If the REST method produces comparable densities to the aerial surveys, we will apply the method to estimate white-tailed deer and mule deer densities. We will also determine the density of subgroups and use them to calculate commonly used demographic ratios (i.e. female:male, cow:calf). Our study will help inform Elk Island management plans and will also contribute more broadly to the assessment of camera trap methods. Since we have known population densities, we will determine if there is support to apply the REST method in areas where assessing accuracy is not possible due to lack of census data. 

Once we have our density estimates for each site, year, and species, we will begin the second phase of the project. Phase 2 entails using the relative densities we estimate in phase 1 to examine how ungulates change their spatial patterns after bison numbers are reduced by culling/translocations. 

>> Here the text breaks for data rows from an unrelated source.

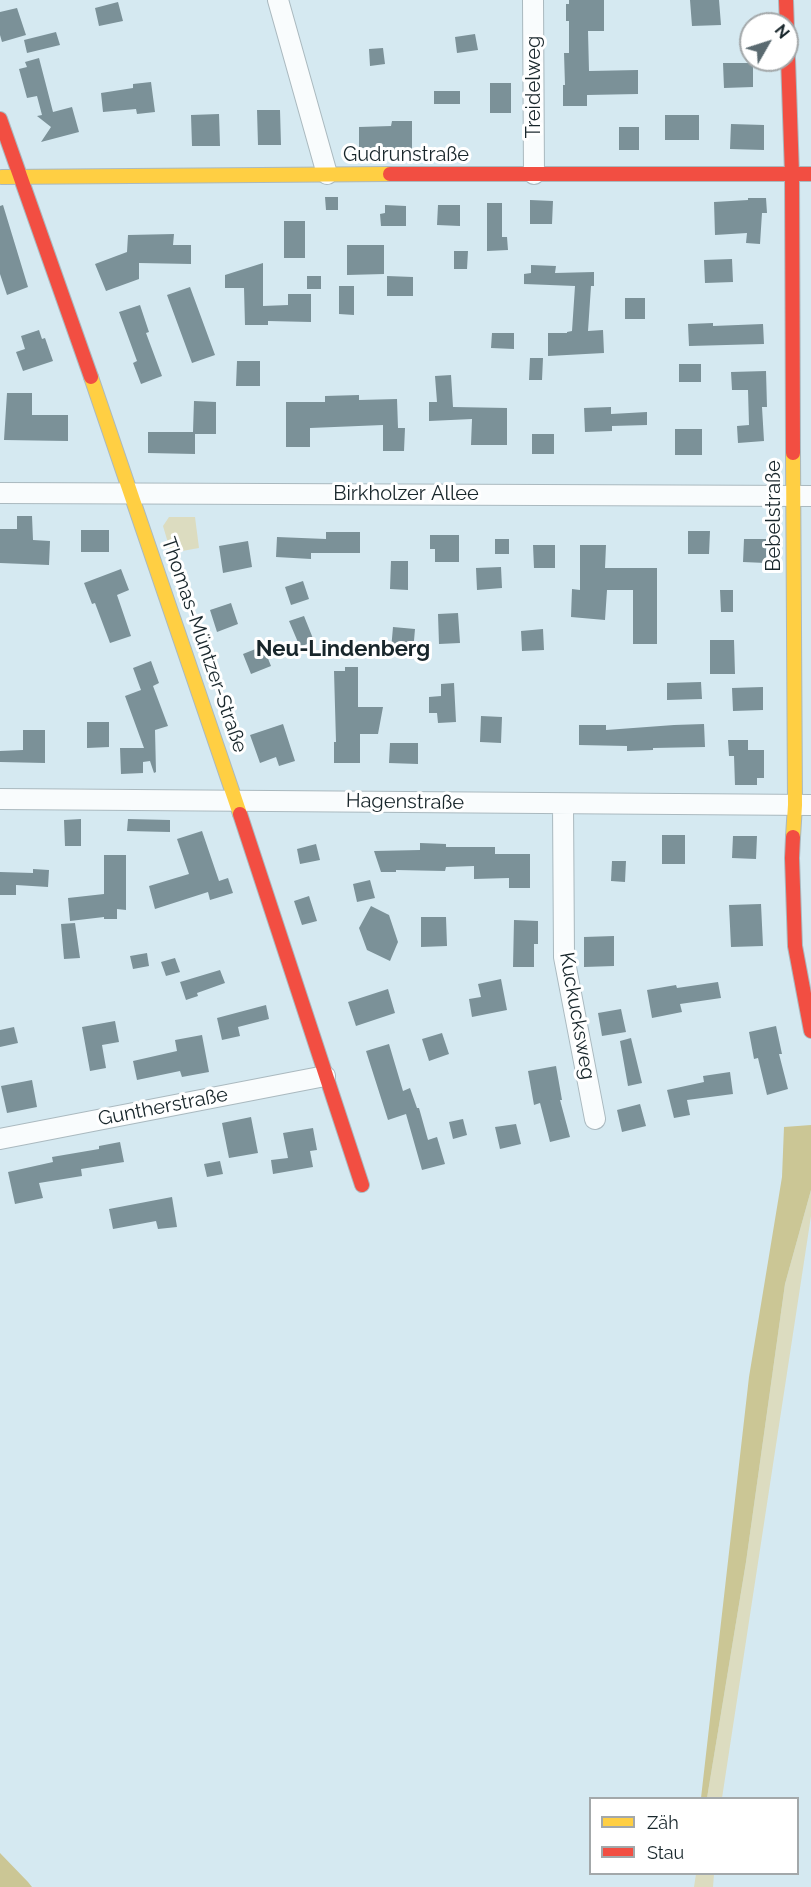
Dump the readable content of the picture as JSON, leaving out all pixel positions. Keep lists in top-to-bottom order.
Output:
{
  "streets": {
    "street": [
      "Treidelweg",
      "Gudrunstraße",
      "Birkholzer Allee",
      "Bebelstraße",
      "Thomas-Müntzer-Straße",
      "Hagenstraße",
      "Kuckucksweg",
      "Guntherstraße"
    ]
  },
  "crossings": [
    ["Treidelweg", "Gudrunstraße"],
    ["Gudrunstraße", "Bebelstraße"],
    ["Gudrunstraße", "Thomas-Müntzer-Straße"],
    ["Birkholzer Allee", "Bebelstraße"],
    ["Birkholzer Allee", "Thomas-Müntzer-Straße"],
    ["Bebelstraße", "Hagenstraße"],
    ["Thomas-Müntzer-Straße", "Hagenstraße"],
    ["Thomas-Müntzer-Straße", "Guntherstraße"],
    ["Hagenstraße", "Kuckucksweg"]
  ],
  "districts": ["Neu-Lindenberg"],
  "legend": ["Zäh", "Stau"],
  "north": "top right"
}
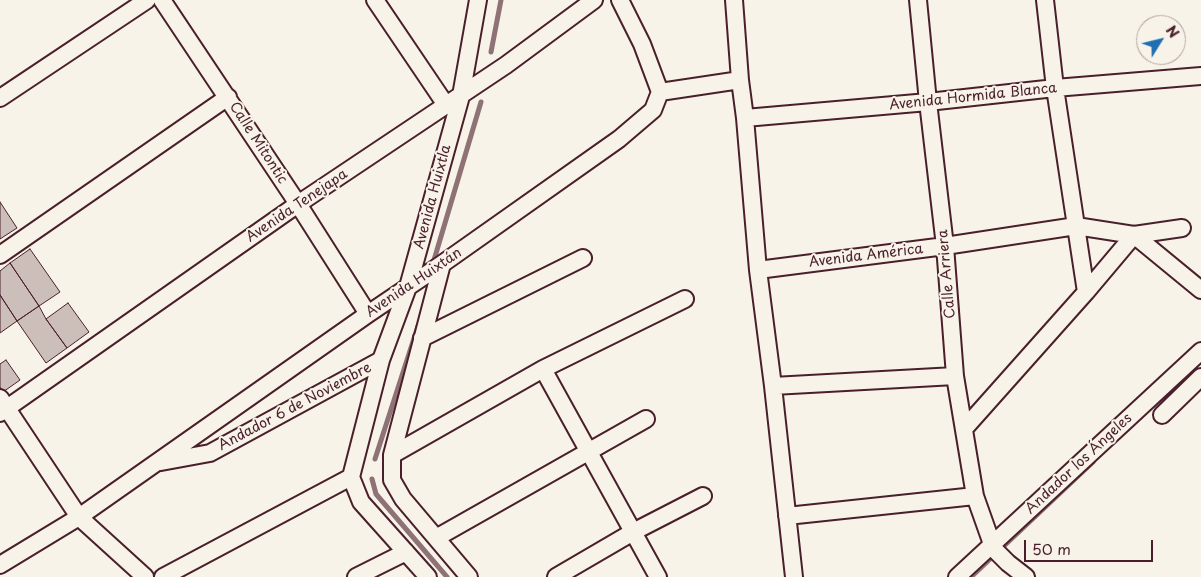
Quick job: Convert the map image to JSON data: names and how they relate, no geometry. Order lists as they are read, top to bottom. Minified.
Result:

Figure 3. Plains bison (left) reside in Elk Island-north and wood bison (right) reside in Elk Island-south. Park staff actively manage bison populations through culling/translocations, alternating between the subspecies each year. This protects the ecological integrity of the park by preventing overgrazing, and also supports bison reintroduction efforts around the world. 


About the Author:

Jenny Foca is an MSc student in the Boyce lab at the University of Alberta. Her research interests include camera trap applications, spatial ecology, and examining the effects of management actions on community dynamics.

Project Partners: 

University of Alberta, The Friends of Elk Island Society, Parks Canada, Kings University, Alberta Biodiversity Monitoring Institute, Safari Club International – Northern Alberta Chapter, Alberta Fish and Game Association, Innotech Alberta, Alberta Conservation Association. 


  1. Parks Canada. What We Heard: Ungulate Management in Elk Island National Park - October 2016 to June 2017. (2017).
  2. Rowcliffe, J. M., Field, J., Turvey, S. T. & Carbone, C. Estimating animal density using camera traps without the need for individual recognition. J. Appl. Ecol. 45, 1228–1236 (2008).
  3. Chandler, R. B. & Royle, J. A. Spatially explicit models for inference about density in unmarked or partially marked populations. Ann. Appl. Stat. 7, 936–954 (2013).
  4. Nakashima, Y., Fukasawa, K. & Samejima, H. Estimating animal density without individual recognition using information derivable exclusively from camera traps. J. Appl. Ecol. 55, 735–744 (2018).